Red Miso Meatballs

Red Miso Meatballs

To say that these meatballs were a success in my house is a huge understatement.  I had bought some grass-fed beef intending to make bolognese sauce but had to change the plan and eliminate the pasta last-minute. I didn’t have the ingredients for my usual meatballs so I scanned my fridge to see what the options were. My eyes landed on the red miso and I thought its deep, salty umami flavor would be a perfect complement to ground beef. When most people think of miso they think of white miso, which is what you would make a traditional sushi-restaurant miso soup with. Red miso, however, is saltier and more intense in flavor. You can make soup with it too, but it’s also good for glazes, braises and recipes that call for deeper flavors. Not all miso is made from only soybeans. There are some that incorporate rice, and some that blend soy and grains, so read the labels if you have dietary restrictions. If you are looking for  soy-free miso there are some made from chickpeas and barley. I also use fish sauce in the mix, an ingredient that not everybody has in their pantry. You can substitute soy sauce instead, but I would recommend starting with one teaspoon, cooking off a bit of the mix to taste and then adding the second if it’s not too salty.

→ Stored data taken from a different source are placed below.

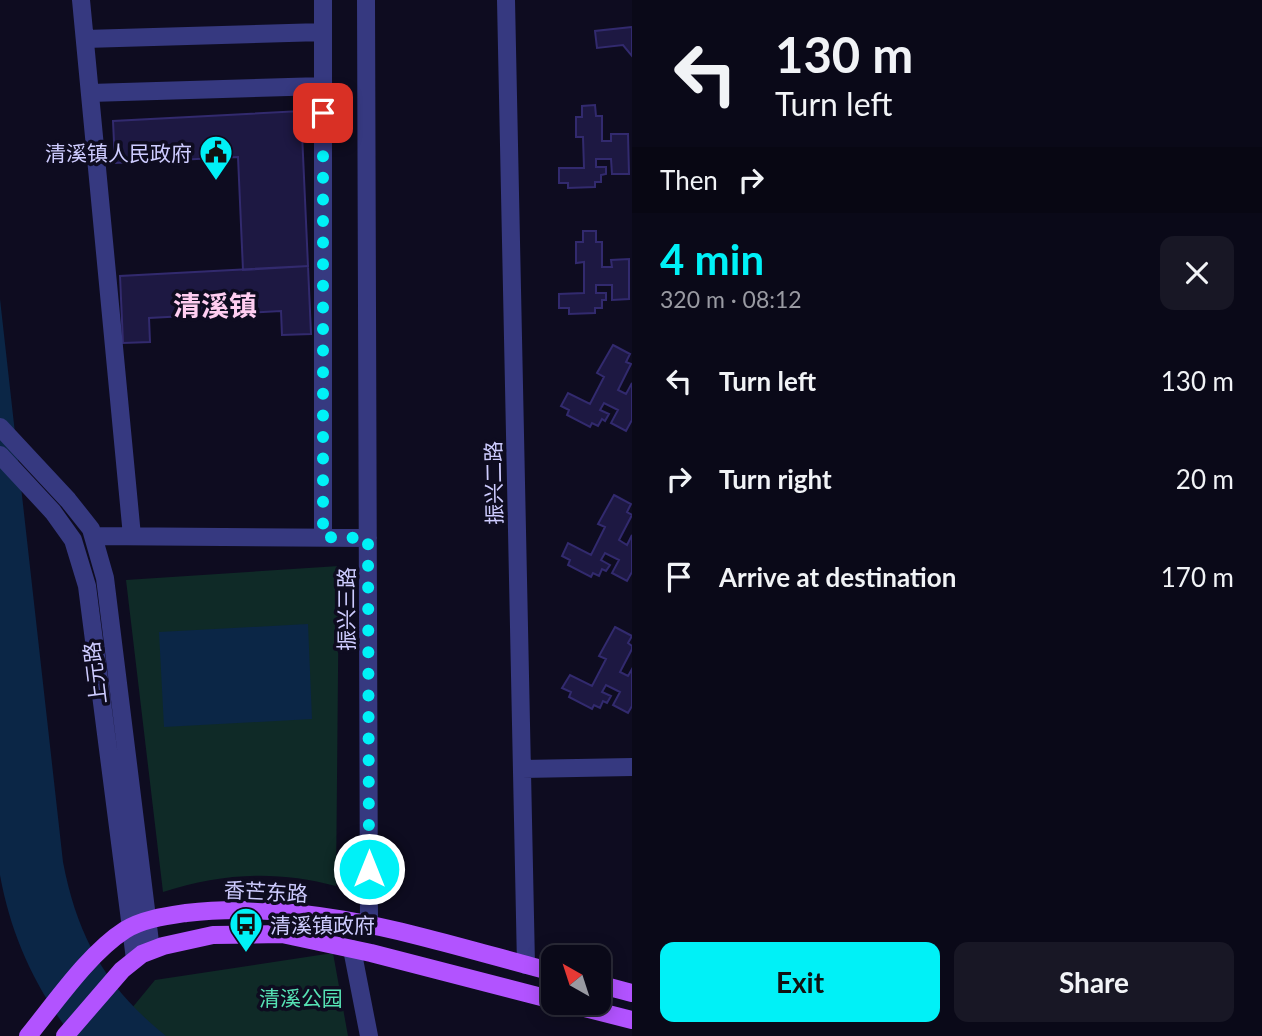 <!DOCTYPE html>
<html lang="en">
<head>
<meta charset="utf-8">
<style>
  :root { --surface:#0a0918; --page:#181725; --text:#f1f3f6; --muted:#999aa2; --line:#2a2a37; --accent:#00f1f7 }
  body { margin:0; font-family:Lato,"Noto Sans SC",sans-serif; background:var(--page); color:var(--text); height:100vh; display:flex; flex-direction:column; font-size:26px; white-space:nowrap }
  * { box-sizing:border-box; margin:0 }
  p { font-size:23px; color:var(--muted) }
  .icon { flex:none; width:38px; height:38px; fill:none; stroke:currentColor; stroke-width:2; stroke-linecap:round; stroke-linejoin:round }
  .map { position:relative; flex:1; overflow:hidden }
  .side { display:flex; flex-direction:column; background:var(--surface); width:630px }
  .side>* { flex:none }
  .top-card { background:#0a0918; color:var(--text); overflow:hidden }
  .needle { width:46px; rotate:321deg }
  .controls { position:absolute; left:541px; top:945px; display:grid; gap:14px }
  .controls a { display:grid; place-items:center; width:70px; height:70px; border-radius:14px; background:var(--surface); box-shadow:0 4px 18px #0003,0 0 0 2px var(--line); font-size:35px }
  .pin { position:absolute; display:grid; place-items:center; width:60px; height:60px; color:#fff; margin:-30px; border-radius:14px; box-shadow:0 4px 10px #0006 }
  .me { position:absolute; width:77px; margin:-38px; rotate:0deg; stroke-linejoin:round; filter:drop-shadow(0 0 5px #0008) }
  .turn { display:flex; align-items:center; gap:24px; height:147px; padding:0 28px; font-size:32px }
  .turn .icon { width:91px; height:91px; stroke-width:2.5 }
  .turn b { display:block; font-size:49px; line-height:60px }
  .then { display:flex; align-items:center; height:66px; padding:0 28px; background:#0003; gap:14px; font-size:26px }
  .round { display:grid; place-items:center; flex:none; width:74px; height:74px; border-radius:14px; background:var(--page) }
  .summary { display:flex; align-items:center; justify-content:space-between; height:119px; padding:0 28px }
  h1 { font-size:42px; font-weight:700; line-height:52px; color:var(--accent) }
  .action { display:flex; gap:14px; margin-top:auto; padding:14px 28px }
  .action a { flex:1; height:80px; border-radius:14px; background:var(--accent); color:#111; font-size:28px; font-weight:700; line-height:80px; text-align:center }
  .action a+a { background:var(--page); color:var(--text) }
  ul { padding:0; list-style:none }
  li { display:flex; align-items:center; gap:21px; height:98px; padding:0 28px }
  li div { flex:1 }
  li b { display:block; font-size:26px }
  li em { font-style:normal }
  main { display:flex; flex:1; min-height:0 }
  .map>svg:first-child { display:block }
  .green { fill:#0f2a27 }
  .water { fill:#0b2646 }
  .building { fill:#1d1842; stroke:#322a6e; stroke-width:2 }
  .lines { fill:none; stroke-linecap:round; stroke-linejoin:round }
  .minor { stroke:#363980; stroke-width:18 }
  .major { stroke:#b253ff; stroke-width:18 }
  .route { stroke:#00f1f7; stroke-width:12; stroke-dasharray:0 21.6 }
  .labels { text-anchor:middle; dominant-baseline:central; stroke-width:7; stroke-linejoin:round; paint-order:stroke }
  .poi-label { font-size:21px; fill:#ceccff; stroke:#0e0c20; text-anchor:end }
  .street-label { font-size:21px; fill:#ceccff; stroke:#0e0c20 }
  .park-label { font-size:21px; fill:#56e1b4; stroke:#0e0c20 }
  .district-label { font-size:28px; font-weight:bold; fill:#ffcef1; stroke:#0e0c20 }
</style>
</head>
<body>
<main>
<div class="map">
<svg width="632" height="1036" viewBox="0 0 632 1036">
  <rect width="100%" height="100%" fill="#0e0c20"/>
  <path class="green" d="M339,566L336,886C277,870 221,873 163,892L126,580Z
    M333,953L348,1036H109L155,980Z"/>
  <path class="water" d="M0,299L63,862C77,936 106,988 166,1036H72C35,987 11,936 0,875Z
    M308,624L312,719L164,727L159,632Z"/>
  <path class="building" d="M632,27V56L623,45L597,48L595,31Z
    M595,105L596,116H602V141H611V134H628L629,174H612L611,159H596V167H606V174L601,175V182H595V187L568,188V183H559V168H584L583,137H576V117H582V106Z
    M301,111L308,266L243,270L238,157L115,163L113,121Z
    M583,231H596V242H602V267H612L611,260L629,259V299L612,300V285H596V293H606V300H602V308H595V313L569,314V308H559V294L584,293V262L576,263V242H583Z
    M308,266L311,334L282,335L281,311L149,318L150,342L123,343L120,276Z
    M613,345L630,354L626,362L631,364L618,390L626,394L632,383V420L626,431L611,423L618,410L604,403L600,410L609,414L605,421L602,419L598,426L592,423L590,427L567,415L569,410L561,406L568,393L590,404L604,377L597,373Z
    M614,495L631,504L627,512L632,515L619,540L627,545L632,535V572L627,581L612,573L619,560L605,553L601,560L610,565L606,571L602,569L599,576L593,573L591,577L568,565L570,560L562,556L568,543L591,555L605,527L598,524Z
    M615,627L632,636L628,643L632,646V649L620,672L628,676L632,669V706L628,713L613,705L620,692L606,685L602,692L611,696L607,703L603,701L600,708L594,705L592,709L569,697L571,692L562,688L570,675L592,686L606,659L599,656Z"/>
  <g class="lines">
    <path class="minor" d="M81,0L132,536
      M366,0L369,924
      M506,0L526,965
      M85,39L323,32
      M90,93L323,86
      M0,427L68,500L91,529L105,578L151,950
      M0,455L53,512L73,540L87,586L135,959
      M93,536L368,538
      M323,537V0
      M522,769L632,767
      M352,949L369,1036"/>
    <path class="major" d="M598,984L632,993
      M565,1003L632,1020
      M28,1036C55,1003 89,953 125,930C143,919 166,916 186,913C311,898 434,941 553,972
      M65,1036L122,970L142,954L163,946L213,935L282,934L371,953L553,1000"/>
  </g>
  <g class="lines">
    <path class="route" d="M323,113V537L368,538L369,869"/>
  </g>
  <defs>
    <symbol id="civic-pin" viewBox="-11 -11 22 30"><path d="M0 17L-7.5 6A9.5 9.5 0 1 1 7.5 6Z" fill="#00f1f7" stroke="#0e0c20"/><path d="M-.6-6.5H3V-4.5H.6V-3L4-1V1h2V6H-6V1h2V-1L-.6-3ZM-1.2 2.5V6h2.4V2.5Z" fill="#111"/></symbol>
    <symbol id="bus-pin" viewBox="-11 -11 22 30"><path d="M0 17L-7.5 6A9.5 9.5 0 1 1 7.5 6Z" fill="#00f1f7" stroke="#0e0c20"/><path d="M-5-6H5V4H4V6H2V4H-2V6H-4V4H-5ZM-3.5-4V0h7V-4ZM-3.5 1.2v1.5H-2V1.2ZM2 1.2v1.5H3.5V1.2Z" fill="#111"/></symbol>
  </defs>
  <g fill-rule="evenodd">
    <use href="#civic-pin" x="197" y="133" width="38" height="52"/>
    <use href="#bus-pin" x="227" y="905" width="38" height="52"/>
  </g>
  <g class="labels">
    <g class="poi-label">
      <text x="192" y="152">清溪镇人民政府</text>
      <text x="270" y="924" text-anchor="start">清溪镇政府</text>
    </g>
    <g class="street-label">
      <text transform="translate(493 483) rotate(-91)">振兴二路</text>
      <text transform="translate(345 609) rotate(-90)">振兴三路</text>
      <text transform="translate(94 673) rotate(-97)">上元路</text>
      <text transform="translate(266 891) rotate(3)">香芒东路</text>
    </g>
    <g class="park-label">
      <text x="301" y="997">清溪公园</text>
    </g>
    <g class="district-label">
      <text x="215" y="305">清溪镇</text>
    </g>
  </g>
</svg>
<div class="controls">
<a><svg class="needle" viewBox="-14 -14 28 28"><path d="M0-13l5 13h-10z" fill="#e53935"/><path d="M0 13l5-13h-10z" fill="#999aa2"/></svg></a>
</div>
<div class="pin" style="left:323px;top:113px;background:#d93025"><svg class="icon" aria-label="arrive" viewBox="0 0 24 24"><path d="M6 21V4h12l-3 4 3 4H6"/></svg></div>
<svg class="me" style="left:369px;top:869px" viewBox="-20 -20 40 40"><circle r="17" fill="#00f1f7" stroke="#fff" stroke-width="3"/><path d="M0-11L8 9 0 5-8 9z" fill="#fff"/></svg>
</div>
<section class="side">
<div class="top-card">
<div class="turn"><svg class="icon" aria-label="left" viewBox="0 0 24 24"><path d="M17 20v-9H6M10 6l-5 5 5 5"/></svg><div><b>130 m</b>Turn left</div></div>
<div class="then">Then<svg class="icon" aria-label="right" viewBox="0 0 24 24"><path d="M7 20v-9h11M14 6l5 5-5 5"/></svg></div>
</div>
<div class="summary"><div><h1>4 min</h1><p>320 m · 08:12</p></div><a class="round"><svg class="icon" aria-label="close" viewBox="0 0 24 24"><path d="M6 6l12 12M18 6L6 18"/></svg></a></div>
<ul>
<li><svg class="icon" aria-label="left" viewBox="0 0 24 24"><path d="M17 20v-9H6M10 6l-5 5 5 5"/></svg><div><b>Turn left</b></div><em>130 m</em></li>
<li><svg class="icon" aria-label="right" viewBox="0 0 24 24"><path d="M7 20v-9h11M14 6l5 5-5 5"/></svg><div><b>Turn right</b></div><em>20 m</em></li>
<li><svg class="icon" aria-label="arrive" viewBox="0 0 24 24"><path d="M6 21V4h12l-3 4 3 4H6"/></svg><div><b>Arrive at destination</b></div><em>170 m</em></li>
</ul>
<div class="action"><a>Exit</a><a>Share</a></div>
</section>
</main>
</body>
</html>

Slow cooked vegetables are also folded into the meat mix, like carrots, onion and garlic that have sweat out and become buttery and soft. This adds sweetness and helps the meatballs stay tender.  Both girls cleaned their plates, asked for seconds and requested that I make them again right away.

These meatballs are so savory and flavorful that a sauce wasn’t necessary. They are great with some sautéed bok choy or chinese broccoli and rice, or as a snack or lunch with cucumbers tossed in sesame oil, rice wine vinegar and soy sauce, but honestly we end up eating them with whatever is around. I even send my eldest daughter to school with them for lunch.

Red Miso Meatballs

Yield: about 28 meatballs

2 medium carrots, chopped

1 red onion, peeled, root removed and quartered

1 tablespoon grass-fed beef tallow, olive oil, or vegetable oil

3 cloves garlic, peeled and smashed with the back of a knife

1 bay leaf

3 sprigs thyme

1 pound grass-fed ground beef

1 large egg

2 heaping rounded tablespoons red miso

2 teaspoons fish sauce (or soy sauce)

1. Preheat oven to 425F

2. Place carrots and onion in a bowl of a food processor and pulse until vegetables are finely chopped.

3. Add your fat or oil to a medium-sized saucepan with a lid. Dump in the finely chopped vegetables, garlic, bay and thyme. Heat on medium until vegetables begin to sizzle. Cover and cook, until vegetables are melted, soft and buttery, about 10-15 minutes, stirring often. If your pan is too large, the vegetables will want to burn so watch the heat and if you need to, add a splash of water. If your heat is too high, they will brown before they cook. What you are trying to do is cook them slow and low so that the water cooks out of them first, and then they start to caramelize so the sweetness will start to concentrate.

4. In a large bowl combine ground beef, vegetable mixture and all remaining ingredients. Mix well with a wooden spoon or gloved hand so that the miso is fully incorporated into the ground beef, no chunks of it remain and the mixture is slightly sticky.

5. Drop rounded heaping tablespoon sized balls on to a baking sheet about 1 inch apart and bake for 10 minutes.

6. Let cool slightly, remove meatballs from tray and serve. Don’t be afraid to take a piece of bread and sop up all the fatty delicious juices that have leached out!